Я полюбил можжевельник еще в пастушках, когда встречал его в тени и одиночестве меж гордых и гонких сосен, белых заласканных берез. Нечто единое, братское было в нашей доле. И я неотрывно глядел в его затуманенные на исходе лета глаза – ягоды. Нечто таинственное и сокрытое для меня было в тех его очах, какой-то призыв и предупреждение. Я заглядывал, казалось, в некую бездну и терялся в той бездне, потому что ничего не знал о ней, о жизни. Неискушенный, безгранично принимал все, что видели мои глаза, слышали мои уши, куда ступала моя нога, не сознавая, что только просыпаюсь, что только зачинаюсь я сам. Существую на белом свете лишь на ощупь.

Я говорил с гадами болотными, ужом, гадюкой и даже медянкой, когда случайно сходились наши стежки. И все же не совсем уж случайно, потому что, как и все в детстве, норовил ходить по острию ножа. Укус же медянки считался в нашем крае смертельным. Не знал тогда, что это самое безобидное существо из всех, что есть на земле. Боялся ее и тянулся к ней.

Не знаю почему, но медянки избрали для себя старые и густо политые кровью времен недалекой еще войны солдатские окопы. Может, они и рождались, отливались из той крови, как отливается из церковного воска свеча по покойнику. И полесский, не заросший еще травой забытья белый песок бруствера окопчика был им чем-то вроде алтаря. Они всходили на том песке, на крови красноармейцев и немцев и часами недвижной свечой, не испещренным грамотой пергаментом, посланием с того света, угревались под чуть тронутым уже вечером солнцем.

Обмирая, не помня себя, я подкрадывался к ним. Ужас и страх подгоняли меня. И желание изведать этот страх до донышка, пройти через него и вернуться. Чтобы избыть его да еще от щекотливо-щемящего любопытства заводил с ними разговор, спрашивал:

– Кто вы, откуда и зачем? Есть ли у вас право жить только на смерть людям?

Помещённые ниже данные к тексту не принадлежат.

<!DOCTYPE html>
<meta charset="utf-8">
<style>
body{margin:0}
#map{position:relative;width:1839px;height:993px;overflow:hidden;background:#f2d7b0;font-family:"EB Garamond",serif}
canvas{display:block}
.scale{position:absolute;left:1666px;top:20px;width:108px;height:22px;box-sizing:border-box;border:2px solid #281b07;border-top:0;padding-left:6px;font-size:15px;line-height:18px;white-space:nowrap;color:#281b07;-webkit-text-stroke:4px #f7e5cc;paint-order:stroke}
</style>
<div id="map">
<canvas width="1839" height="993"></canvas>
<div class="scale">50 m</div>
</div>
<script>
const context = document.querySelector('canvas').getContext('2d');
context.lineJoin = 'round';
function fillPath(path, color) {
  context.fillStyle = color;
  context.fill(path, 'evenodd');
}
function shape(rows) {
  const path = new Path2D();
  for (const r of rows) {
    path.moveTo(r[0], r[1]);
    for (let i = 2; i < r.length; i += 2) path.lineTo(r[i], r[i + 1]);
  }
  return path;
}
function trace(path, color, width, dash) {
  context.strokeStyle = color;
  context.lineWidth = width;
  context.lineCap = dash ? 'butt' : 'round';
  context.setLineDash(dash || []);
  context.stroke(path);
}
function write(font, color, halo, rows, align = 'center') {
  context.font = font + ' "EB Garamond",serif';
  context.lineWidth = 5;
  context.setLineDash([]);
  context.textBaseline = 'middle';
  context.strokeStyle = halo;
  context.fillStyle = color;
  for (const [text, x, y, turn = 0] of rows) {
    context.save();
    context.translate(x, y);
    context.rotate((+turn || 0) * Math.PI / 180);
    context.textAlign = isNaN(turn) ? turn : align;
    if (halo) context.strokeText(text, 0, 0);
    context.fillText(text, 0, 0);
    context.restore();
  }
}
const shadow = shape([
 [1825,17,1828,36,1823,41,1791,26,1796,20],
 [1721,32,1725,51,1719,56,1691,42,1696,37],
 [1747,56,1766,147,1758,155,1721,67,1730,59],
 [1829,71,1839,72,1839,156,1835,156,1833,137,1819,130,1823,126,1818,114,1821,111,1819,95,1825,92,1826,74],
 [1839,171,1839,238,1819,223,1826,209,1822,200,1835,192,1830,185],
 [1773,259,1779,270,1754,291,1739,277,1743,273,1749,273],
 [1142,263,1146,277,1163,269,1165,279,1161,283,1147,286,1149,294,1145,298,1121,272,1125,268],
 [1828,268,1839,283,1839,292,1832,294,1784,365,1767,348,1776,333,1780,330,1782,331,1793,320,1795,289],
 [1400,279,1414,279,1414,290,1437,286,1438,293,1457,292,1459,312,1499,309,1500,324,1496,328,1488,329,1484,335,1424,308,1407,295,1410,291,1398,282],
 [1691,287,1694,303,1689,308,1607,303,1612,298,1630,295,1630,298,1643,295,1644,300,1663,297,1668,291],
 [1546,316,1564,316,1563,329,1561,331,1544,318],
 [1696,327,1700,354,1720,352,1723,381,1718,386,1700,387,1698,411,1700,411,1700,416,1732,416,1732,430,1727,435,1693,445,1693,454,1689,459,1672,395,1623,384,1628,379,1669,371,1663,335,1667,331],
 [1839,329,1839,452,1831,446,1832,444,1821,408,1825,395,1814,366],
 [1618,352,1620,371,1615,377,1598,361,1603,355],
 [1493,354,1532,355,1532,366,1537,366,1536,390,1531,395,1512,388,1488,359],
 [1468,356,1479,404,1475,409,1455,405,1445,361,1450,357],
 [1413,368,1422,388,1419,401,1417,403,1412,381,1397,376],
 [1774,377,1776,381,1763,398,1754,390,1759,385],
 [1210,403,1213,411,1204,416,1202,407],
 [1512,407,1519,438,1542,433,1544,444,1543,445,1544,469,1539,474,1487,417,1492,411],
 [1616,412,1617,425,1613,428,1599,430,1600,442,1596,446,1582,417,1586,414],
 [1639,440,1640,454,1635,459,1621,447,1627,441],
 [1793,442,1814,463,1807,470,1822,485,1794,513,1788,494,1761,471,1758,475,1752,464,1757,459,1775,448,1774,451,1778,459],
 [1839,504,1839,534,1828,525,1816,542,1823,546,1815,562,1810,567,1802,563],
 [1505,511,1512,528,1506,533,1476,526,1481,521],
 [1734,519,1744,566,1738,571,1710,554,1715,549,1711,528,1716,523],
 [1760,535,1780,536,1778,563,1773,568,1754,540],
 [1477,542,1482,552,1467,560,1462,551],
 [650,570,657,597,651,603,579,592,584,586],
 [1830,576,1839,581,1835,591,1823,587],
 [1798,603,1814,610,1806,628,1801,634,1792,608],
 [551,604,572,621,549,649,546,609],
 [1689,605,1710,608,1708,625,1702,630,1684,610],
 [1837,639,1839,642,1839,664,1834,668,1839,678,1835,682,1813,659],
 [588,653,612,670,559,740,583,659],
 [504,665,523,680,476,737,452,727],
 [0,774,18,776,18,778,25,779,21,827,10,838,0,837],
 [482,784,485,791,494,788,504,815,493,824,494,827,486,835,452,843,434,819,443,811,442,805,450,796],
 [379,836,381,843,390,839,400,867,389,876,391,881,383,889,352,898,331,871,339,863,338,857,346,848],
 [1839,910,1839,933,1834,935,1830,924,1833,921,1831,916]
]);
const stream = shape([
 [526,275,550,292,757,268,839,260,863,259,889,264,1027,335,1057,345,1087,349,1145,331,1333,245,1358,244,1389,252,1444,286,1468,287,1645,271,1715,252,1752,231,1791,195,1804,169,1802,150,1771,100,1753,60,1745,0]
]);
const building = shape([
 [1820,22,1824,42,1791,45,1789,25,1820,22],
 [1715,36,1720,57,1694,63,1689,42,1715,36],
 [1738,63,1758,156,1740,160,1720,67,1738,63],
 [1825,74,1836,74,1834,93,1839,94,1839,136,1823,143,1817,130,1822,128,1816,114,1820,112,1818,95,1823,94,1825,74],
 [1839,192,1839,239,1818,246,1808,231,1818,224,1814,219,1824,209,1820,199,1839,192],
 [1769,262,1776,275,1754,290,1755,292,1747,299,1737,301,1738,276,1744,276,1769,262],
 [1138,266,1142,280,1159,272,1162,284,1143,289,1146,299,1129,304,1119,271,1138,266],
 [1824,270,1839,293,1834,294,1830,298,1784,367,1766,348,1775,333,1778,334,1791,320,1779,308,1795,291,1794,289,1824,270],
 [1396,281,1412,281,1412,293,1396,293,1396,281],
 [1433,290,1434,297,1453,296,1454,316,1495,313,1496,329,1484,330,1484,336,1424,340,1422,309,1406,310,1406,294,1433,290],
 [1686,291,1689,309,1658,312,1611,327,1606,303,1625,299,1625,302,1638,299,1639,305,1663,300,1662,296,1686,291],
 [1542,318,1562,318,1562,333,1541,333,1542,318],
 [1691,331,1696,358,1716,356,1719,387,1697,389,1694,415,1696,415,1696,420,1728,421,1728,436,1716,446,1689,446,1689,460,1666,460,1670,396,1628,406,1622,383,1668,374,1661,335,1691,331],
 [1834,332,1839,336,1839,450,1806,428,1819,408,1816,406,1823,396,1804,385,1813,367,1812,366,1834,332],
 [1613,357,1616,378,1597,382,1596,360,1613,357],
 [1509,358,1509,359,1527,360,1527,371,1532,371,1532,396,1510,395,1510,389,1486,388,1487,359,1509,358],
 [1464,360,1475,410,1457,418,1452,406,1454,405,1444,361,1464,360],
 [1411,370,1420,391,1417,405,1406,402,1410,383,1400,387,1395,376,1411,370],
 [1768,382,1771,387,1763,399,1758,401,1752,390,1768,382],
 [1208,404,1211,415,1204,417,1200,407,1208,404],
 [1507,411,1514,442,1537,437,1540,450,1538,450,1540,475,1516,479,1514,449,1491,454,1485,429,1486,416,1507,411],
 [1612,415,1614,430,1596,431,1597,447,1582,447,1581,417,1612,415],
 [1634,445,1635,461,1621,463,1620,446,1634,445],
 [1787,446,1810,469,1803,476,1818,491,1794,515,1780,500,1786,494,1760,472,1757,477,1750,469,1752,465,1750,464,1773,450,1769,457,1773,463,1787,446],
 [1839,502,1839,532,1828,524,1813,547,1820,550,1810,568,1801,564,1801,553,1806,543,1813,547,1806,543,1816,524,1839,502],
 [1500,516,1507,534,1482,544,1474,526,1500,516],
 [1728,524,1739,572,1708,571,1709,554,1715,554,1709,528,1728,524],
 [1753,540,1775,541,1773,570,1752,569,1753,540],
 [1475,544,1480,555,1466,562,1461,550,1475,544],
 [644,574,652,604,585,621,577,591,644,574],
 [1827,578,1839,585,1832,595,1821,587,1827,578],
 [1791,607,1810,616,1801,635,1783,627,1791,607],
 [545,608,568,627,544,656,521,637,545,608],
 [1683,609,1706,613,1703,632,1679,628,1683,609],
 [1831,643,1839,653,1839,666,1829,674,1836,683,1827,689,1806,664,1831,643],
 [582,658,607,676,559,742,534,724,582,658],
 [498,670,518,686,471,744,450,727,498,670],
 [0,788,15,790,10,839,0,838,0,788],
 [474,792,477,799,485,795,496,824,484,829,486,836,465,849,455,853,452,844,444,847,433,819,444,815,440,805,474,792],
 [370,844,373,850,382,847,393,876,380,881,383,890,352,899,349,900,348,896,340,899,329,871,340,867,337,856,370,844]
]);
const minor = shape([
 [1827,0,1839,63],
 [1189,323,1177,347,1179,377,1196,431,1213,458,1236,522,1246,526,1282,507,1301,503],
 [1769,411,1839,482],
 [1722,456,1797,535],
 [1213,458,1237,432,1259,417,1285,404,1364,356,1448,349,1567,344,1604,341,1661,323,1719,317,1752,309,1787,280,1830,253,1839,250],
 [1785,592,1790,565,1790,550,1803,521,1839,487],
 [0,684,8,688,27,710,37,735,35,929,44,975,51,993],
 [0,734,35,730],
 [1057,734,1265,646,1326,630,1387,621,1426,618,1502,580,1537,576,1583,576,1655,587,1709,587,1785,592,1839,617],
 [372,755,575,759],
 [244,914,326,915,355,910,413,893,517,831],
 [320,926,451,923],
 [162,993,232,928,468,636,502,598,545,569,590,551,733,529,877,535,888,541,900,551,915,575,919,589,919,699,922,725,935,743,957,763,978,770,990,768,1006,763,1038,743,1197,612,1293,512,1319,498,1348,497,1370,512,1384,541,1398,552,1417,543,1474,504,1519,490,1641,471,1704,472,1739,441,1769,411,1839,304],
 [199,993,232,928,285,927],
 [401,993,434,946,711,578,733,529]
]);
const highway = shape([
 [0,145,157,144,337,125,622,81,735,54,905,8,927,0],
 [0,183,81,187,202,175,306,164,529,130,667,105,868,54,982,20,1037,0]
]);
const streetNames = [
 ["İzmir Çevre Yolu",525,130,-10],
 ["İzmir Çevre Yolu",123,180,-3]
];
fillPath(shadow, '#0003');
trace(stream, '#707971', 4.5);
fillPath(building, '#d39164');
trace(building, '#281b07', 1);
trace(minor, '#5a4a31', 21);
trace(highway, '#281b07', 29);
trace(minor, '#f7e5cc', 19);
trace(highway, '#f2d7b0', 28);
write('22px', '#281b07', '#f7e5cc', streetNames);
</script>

Конечно, ответа не было. Но вы понимаете, я говорил не с медянками, а с самим первосоздателем, творцом всего сущего. И, отравленный страхом и собственной дерзостью, слышал, как шепчет мне в ответ, осыпаясь от моего перехваченного дыхания, седой полесский песок. Говорят не медянки, а медноствольные полесские хвои, по верхушкам которых бродит пугливый, как и я, осторожный ветер.

И я слышал – тот ветер и песок доносили до меня голоса медянок. Слышал слова. Слова, которые уже забыл, не познав, не поняв их смысла. Забыл, как только явил себя миру, зашелся первым криком от земного жара, от нестерпимого для моих глаз света, ничем и никем не огражденный от ужасов и боли земной жизни, и тем не менее избирая для себя эту жизнь. То была моя молитва. Моление накануне жизни. И моление медянок даровать им жизнь. Они знали уже обо мне все. Знали, что я жесток и безжалостен, и то, что я есть, подаю им свой голос.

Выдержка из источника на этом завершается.